**EXERCISE DESCRIPTION**.
Filter the data for lines with the word "Peach" and copy those lines.

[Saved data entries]
-=-=-=-=-
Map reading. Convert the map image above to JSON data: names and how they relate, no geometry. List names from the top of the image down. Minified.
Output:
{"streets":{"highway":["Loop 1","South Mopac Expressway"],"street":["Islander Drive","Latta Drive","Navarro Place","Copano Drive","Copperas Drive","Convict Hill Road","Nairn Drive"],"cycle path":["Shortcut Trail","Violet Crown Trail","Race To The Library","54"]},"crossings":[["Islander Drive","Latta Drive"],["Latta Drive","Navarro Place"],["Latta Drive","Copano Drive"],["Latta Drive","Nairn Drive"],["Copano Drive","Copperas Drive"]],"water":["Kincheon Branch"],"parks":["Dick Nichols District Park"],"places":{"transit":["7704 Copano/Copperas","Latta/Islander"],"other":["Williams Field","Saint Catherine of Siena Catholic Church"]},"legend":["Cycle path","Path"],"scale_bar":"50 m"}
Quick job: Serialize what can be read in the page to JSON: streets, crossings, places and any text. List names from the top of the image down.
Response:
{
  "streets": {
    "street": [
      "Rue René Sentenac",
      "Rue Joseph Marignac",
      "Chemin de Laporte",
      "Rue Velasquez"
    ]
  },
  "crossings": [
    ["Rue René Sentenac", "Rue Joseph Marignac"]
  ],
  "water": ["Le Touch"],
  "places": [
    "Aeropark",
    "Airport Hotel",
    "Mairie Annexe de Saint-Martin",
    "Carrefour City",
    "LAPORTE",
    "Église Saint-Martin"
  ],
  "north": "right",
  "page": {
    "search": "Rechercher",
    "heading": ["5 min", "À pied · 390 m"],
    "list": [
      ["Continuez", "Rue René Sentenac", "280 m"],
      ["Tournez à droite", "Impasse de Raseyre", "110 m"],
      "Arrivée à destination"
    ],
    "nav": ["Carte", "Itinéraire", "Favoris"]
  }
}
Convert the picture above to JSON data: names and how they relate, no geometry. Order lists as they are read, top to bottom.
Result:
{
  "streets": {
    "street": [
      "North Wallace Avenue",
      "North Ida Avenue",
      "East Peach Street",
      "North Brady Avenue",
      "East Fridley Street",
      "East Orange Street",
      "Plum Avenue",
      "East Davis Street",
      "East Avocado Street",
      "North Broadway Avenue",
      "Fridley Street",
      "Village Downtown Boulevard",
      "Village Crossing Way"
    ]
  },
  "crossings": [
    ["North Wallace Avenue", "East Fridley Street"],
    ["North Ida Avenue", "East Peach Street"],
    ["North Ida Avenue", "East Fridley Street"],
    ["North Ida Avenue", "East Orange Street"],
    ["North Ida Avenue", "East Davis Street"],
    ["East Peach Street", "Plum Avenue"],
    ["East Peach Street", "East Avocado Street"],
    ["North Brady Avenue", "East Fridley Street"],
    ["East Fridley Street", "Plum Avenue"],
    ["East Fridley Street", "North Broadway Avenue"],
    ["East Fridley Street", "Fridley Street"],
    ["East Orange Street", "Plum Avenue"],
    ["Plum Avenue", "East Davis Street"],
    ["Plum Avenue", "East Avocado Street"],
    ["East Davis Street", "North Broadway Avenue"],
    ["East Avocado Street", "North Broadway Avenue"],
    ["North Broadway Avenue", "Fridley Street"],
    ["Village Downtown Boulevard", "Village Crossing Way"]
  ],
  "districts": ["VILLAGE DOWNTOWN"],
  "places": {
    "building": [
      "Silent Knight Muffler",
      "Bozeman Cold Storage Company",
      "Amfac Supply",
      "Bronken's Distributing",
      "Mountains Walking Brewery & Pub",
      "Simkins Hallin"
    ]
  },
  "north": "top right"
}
-=-=-=-=-
**SOLUTION TO THIS PROBLEM**.
      "East Peach Street",
    ["North Ida Avenue", "East Peach Street"],
    ["East Peach Street", "Plum Avenue"],
    ["East Peach Street", "East Avocado Street"],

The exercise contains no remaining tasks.